Wednesday, January 13, 2010

the polysyllabic spree, by nick hornby

A collection of fourteen months of his essays from the Believer magazine:
A hilarious and true account of one man's struggle
with the monthly tide of the books he's bought
and the books he's been meaning to read.


Of all the books written about books, this is my favorite. I'm a big fan of Nick Hornby's non-fiction, be it about books, music, sports or anything else. He's erudite, cranky and conversational, for which I'm grateful. For several years, Hornby wrote a column for Believer magazine, detailing his book buying and reading, month by month. He's not writing it anymore, but his columns are collected in three books, of which The Polysyllabic Spree is the first. The title refers to his name for "the ninety-nine young and menacingly serene people who run the Believer." The magazine, as its name indicates, runs on a basic and unflinching principle: talk about books and the people who write them with joy rather than malice. No snarking, no smuggery (yes, I've just made that word up, and I'm copyrighting it). Tongue in cheek, Hornby takes this to heart and when he recounts reading something he really hates, does it without identifying the book. Which makes for the occasional very brief review. It's a rare case where he isn't engaged on some level, though, and the web of connections he manages to spin amongst his impressively disparate library is amazing. I'd love to sit next to him on a park bench sometime, and just wind him up and set him ticking. Reading his column has led me to wonderful reading experiences, and has also helped me thin out some of my own library acquisitions to make room for worthier stuff.

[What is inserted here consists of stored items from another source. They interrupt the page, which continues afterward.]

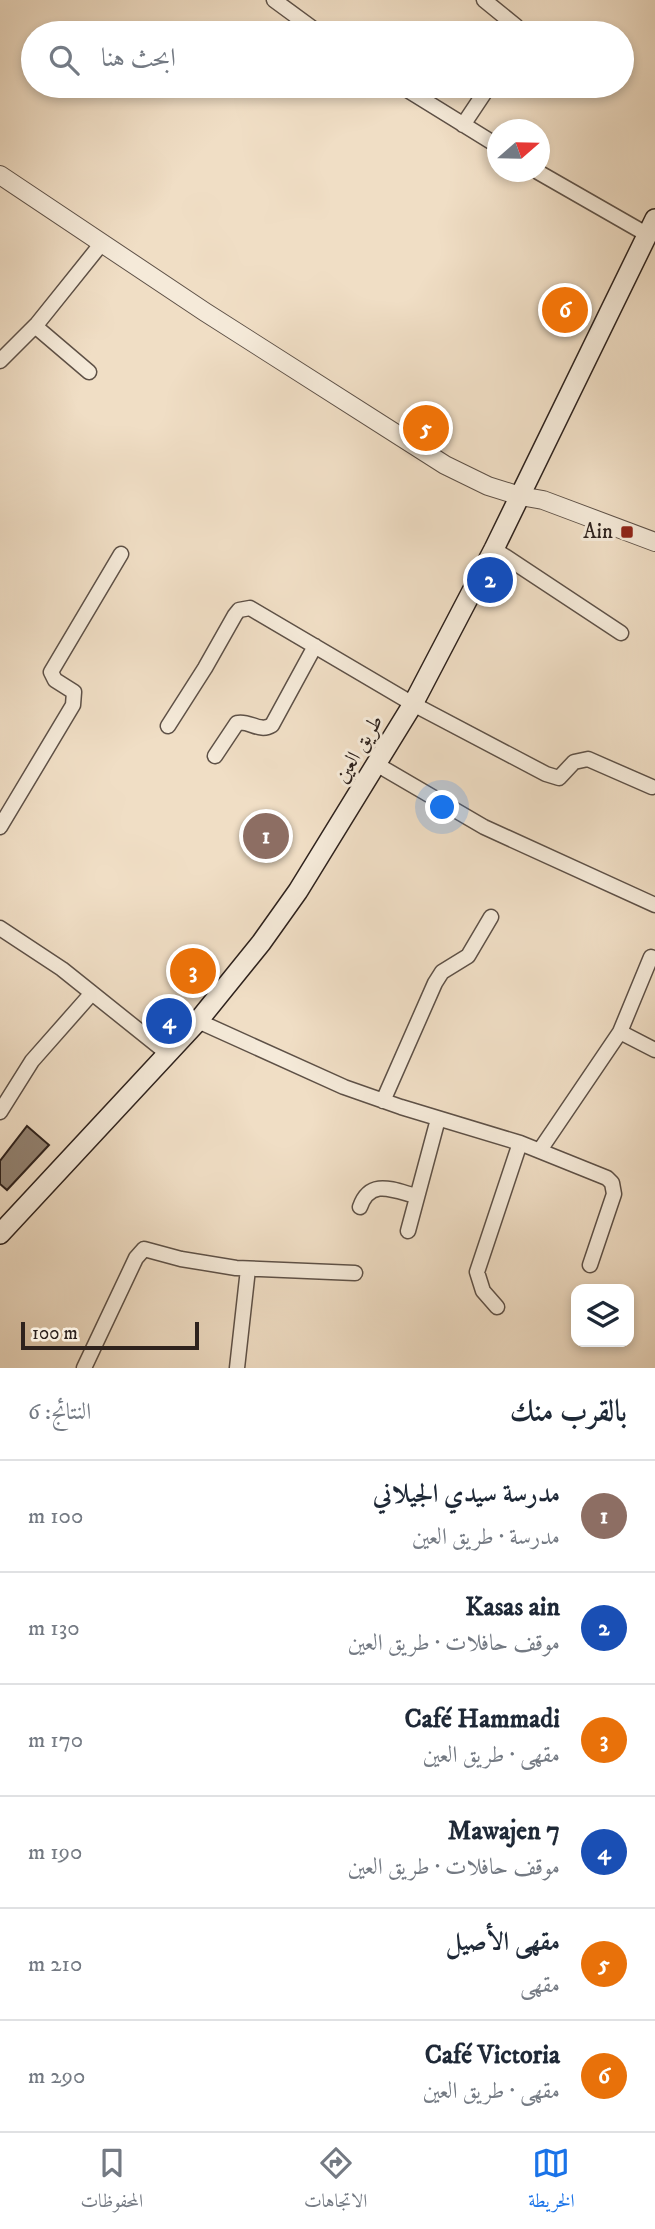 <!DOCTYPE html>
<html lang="ar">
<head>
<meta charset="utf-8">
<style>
	:root { --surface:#fff; --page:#f2f2f3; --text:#1f2937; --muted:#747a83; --line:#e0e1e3; --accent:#1a73e8 }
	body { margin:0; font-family:"IM FELL DW Pica",Amiri,serif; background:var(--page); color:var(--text); direction:rtl }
	.controls { position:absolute; right:21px; bottom:21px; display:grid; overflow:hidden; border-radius:14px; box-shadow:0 4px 10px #0003 }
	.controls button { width:63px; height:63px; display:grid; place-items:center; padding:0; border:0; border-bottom:2px solid var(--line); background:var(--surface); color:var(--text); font:35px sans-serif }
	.compass { position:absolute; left:487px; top:119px; width:63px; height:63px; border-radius:50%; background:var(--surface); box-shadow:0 4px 10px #0003; rotate:70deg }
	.scale { position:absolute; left:21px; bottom:18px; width:178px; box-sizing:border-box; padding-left:7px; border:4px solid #2e221d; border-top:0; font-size:19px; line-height:24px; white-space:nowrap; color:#2e221d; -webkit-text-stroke:5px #f5ead9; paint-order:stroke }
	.you { position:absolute; left:443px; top:808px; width:24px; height:24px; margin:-18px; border:5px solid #fff; border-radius:50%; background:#1a73e8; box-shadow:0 0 0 10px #1a73e833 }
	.badge { display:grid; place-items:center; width:46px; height:46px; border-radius:50%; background:var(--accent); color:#fff; font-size:23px; font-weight:700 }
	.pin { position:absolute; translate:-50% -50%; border:4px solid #fff; box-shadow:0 2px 7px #0006 }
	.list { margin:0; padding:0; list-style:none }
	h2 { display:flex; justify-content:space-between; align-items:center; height:91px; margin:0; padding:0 28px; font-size:30px }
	h2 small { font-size:23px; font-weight:400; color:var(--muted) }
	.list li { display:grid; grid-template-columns:46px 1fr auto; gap:21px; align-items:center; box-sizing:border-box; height:112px; padding:0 28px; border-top:2px solid var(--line) }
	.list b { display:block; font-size:26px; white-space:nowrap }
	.list p { margin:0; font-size:23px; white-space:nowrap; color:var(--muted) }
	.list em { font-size:23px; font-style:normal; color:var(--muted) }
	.icon { flex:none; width:38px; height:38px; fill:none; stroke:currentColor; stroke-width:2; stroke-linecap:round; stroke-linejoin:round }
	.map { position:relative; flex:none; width:655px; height:1368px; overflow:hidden; direction:ltr }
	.search { position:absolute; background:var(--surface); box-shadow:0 4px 10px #0003; left:21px; right:21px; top:21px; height:77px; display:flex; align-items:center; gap:18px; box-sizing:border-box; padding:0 24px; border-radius:38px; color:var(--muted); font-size:26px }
	.sheet { height:763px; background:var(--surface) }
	nav { display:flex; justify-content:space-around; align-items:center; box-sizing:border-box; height:98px; border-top:2px solid var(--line); background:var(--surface); font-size:19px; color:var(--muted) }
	nav a { display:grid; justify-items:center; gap:4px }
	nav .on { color:var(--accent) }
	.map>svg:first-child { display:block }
	.building { fill:#938474; stroke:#2e221d; stroke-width:2 }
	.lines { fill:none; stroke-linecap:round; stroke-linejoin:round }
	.minor-casing { stroke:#5e5147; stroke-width:17 }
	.tertiary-casing { stroke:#5e5147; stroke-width:20 }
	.secondary-casing { stroke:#2e221d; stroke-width:22 }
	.minor { stroke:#f5ead9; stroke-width:14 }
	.tertiary { stroke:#f5ead9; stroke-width:18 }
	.secondary { stroke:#f5ead9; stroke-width:19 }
	.poi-dot { fill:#8f2418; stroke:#f5ead9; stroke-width:2.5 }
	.labels { text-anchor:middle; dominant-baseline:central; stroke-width:6; stroke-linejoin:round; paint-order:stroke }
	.poi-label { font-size:21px; fill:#2e221d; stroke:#f5ead9; text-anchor:end }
	.street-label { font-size:21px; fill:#2e221d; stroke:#f5ead9 }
</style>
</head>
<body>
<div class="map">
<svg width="655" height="1368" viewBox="0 0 655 1368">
	<rect width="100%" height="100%" fill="#f0dec5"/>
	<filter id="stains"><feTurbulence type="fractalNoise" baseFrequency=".00286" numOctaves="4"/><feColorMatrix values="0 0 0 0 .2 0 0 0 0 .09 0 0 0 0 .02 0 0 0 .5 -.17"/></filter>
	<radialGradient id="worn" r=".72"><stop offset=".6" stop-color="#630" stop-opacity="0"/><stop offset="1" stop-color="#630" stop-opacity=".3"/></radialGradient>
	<path class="building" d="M27,1126L49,1145L7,1190L0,1184V1161Z"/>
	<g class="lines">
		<defs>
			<path id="minor" d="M274,0L319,33
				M484,0L516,26L519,33
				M401,86L498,146
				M463,125L489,86
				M538,172L648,235
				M35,326L89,372
				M0,361L37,324L102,243
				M494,549L621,633
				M168,726L205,668L235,615L239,610L250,608L413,704L546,774L559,778L574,762L588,759L652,787
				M215,756L237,723C250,720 259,733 272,725L315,646
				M376,764L484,827L655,905
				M0,827L73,705L74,692L55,680L51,672L121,554
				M0,928L62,969L167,1053
				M198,1021L344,1087L401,1107L520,1143L607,1178L612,1183L614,1194L590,1265
				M620,1032L655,1050
				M383,1101L435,983L442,972L468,956L491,917
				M0,1112L32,1061L92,993
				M540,1150L620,1032L651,957
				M360,1207C370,1178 393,1190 416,1196
				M408,1231L438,1119
				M497,1307L483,1291L477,1272L520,1143
				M84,1368L136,1258L144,1249L181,1259L236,1268L355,1273
				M237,1368L248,1269"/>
			<path id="tertiary" d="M0,175L205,312L445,465L488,486L520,496L543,500L655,542"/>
			<path id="secondary" d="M0,1234L198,1021L261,943L298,891L413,704L494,549L655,219"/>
		</defs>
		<use href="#minor" class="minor-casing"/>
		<use href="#tertiary" class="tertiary-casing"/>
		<use href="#secondary" class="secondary-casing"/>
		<use href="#minor" class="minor"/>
		<use href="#tertiary" class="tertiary"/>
		<use href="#secondary" class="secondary"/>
	</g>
	<rect class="poi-dot" x="620" y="525" width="14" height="14" rx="3.5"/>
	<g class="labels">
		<g class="poi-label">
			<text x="613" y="532">Ain</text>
		</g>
		<g class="street-label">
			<text transform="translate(359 749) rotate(-59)">طريق العين</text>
		</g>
	</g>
	<rect width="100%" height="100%" filter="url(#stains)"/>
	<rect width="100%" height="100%" fill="url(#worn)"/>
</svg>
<div class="controls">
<button><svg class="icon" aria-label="layers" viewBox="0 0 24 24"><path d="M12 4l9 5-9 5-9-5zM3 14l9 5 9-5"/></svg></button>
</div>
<svg class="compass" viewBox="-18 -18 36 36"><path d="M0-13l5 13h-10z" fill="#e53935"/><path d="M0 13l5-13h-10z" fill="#747a83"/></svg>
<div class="scale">100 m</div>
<div class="you"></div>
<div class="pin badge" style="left:266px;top:836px;background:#8d6e63">1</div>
<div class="pin badge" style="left:490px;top:580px;background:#1a4fb4">2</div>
<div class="pin badge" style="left:193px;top:971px;background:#e8710a">3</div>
<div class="pin badge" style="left:169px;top:1021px;background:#1a4fb4">4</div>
<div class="pin badge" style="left:426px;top:428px;background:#e8710a">5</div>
<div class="pin badge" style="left:565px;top:310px;background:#e8710a">6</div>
<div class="search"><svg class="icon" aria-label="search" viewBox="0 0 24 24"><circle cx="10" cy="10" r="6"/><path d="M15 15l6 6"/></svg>ابحث هنا</div>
</div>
<section class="sheet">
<h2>بالقرب منك<small>النتائج: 6</small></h2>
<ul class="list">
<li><span class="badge" style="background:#8d6e63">1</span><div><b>مدرسة سيدي الجيلاني</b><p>مدرسة · طريق العين</p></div><em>100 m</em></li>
<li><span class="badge" style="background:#1a4fb4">2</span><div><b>Kasas ain</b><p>موقف حافلات · طريق العين</p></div><em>130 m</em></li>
<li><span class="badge" style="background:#e8710a">3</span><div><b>Café Hammadi</b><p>مقهى · طريق العين</p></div><em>170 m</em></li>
<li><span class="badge" style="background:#1a4fb4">4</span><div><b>Mawajen 7</b><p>موقف حافلات · طريق العين</p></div><em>190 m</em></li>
<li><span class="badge" style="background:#e8710a">5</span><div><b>مقهى الأصيل</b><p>مقهى</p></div><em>210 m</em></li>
<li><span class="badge" style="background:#e8710a">6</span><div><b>Café Victoria</b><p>مقهى · طريق العين</p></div><em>290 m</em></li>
</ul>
</section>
<nav>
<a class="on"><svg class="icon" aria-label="map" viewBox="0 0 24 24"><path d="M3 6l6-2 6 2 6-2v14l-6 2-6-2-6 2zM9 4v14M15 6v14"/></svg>الخريطة</a>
<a><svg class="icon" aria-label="directions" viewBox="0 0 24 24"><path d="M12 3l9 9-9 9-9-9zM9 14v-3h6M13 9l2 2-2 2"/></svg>الاتجاهات</a>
<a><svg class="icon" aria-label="saved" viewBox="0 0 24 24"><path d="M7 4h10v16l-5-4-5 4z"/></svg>المحفوظات</a>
</nav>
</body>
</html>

Some samples, should you need further convincing:

"Clockers was my big book of the month, the centerpiece around which I can now arrange the short books so that they look functional - pretty, even, if I position them right. I cheated a little, I know - Clockers is essentially a thriller, so it didn't feel as through I'd had to work for my 650 pages - but it was still a major reading job. Why isn't Richard Price incredibly famous, like Tom Wolfe? His work is properly plotted, indisputably authentic and serious-minded, and it has soul and moral authority."

"I've been trying to write a short story that entails my knowing something about contemporary theories of time - hence Introducing Time - but every time I pick up any kind of book about science I start to cry. This actually inhibits my reading pretty badly, due to not being able to see. I'm OK with time theorists up until, say, St. Augustine, and then I start to panic, and the panic then gives way to actual weeping. By my estimation, I should be able to understand Newton by the time I'm 850 years old - by which time I'll probably discover that some smartass has invented a new theory, and he's out of date anyway. The short story should be done some time shortly after that. Anyway, I hope you enjoy it, because it's killing me."

"...if you get to the end of Random Family and conclude that it was written to create "a frisson," then, I'm sorry, but you should be compelled to have your literacy surgically removed, without anesthetic."

"Tony Hoagland is the sort of poet you dream of finding but almost never do. His work is relaxed, deceptively easy on the eye and ear, and it has jokes and unexpected little bursts of melancholic resonance. Plus, I pretty much understood all of it, and yet it's clever - as you almost certainly know, contemporary poetry is a kind of Reykjavik, a place where accessibility and intelligence have been fighting a Cold War by proxy for the last half-century."

If you don't have The Pollysyllabic Spree, buy it. Sales go to support education and creative writing programs in the US and UK. If you already bought this one, but it's in the not-read column of your personal scoreboard, put it in your tote bag now. It's your friend.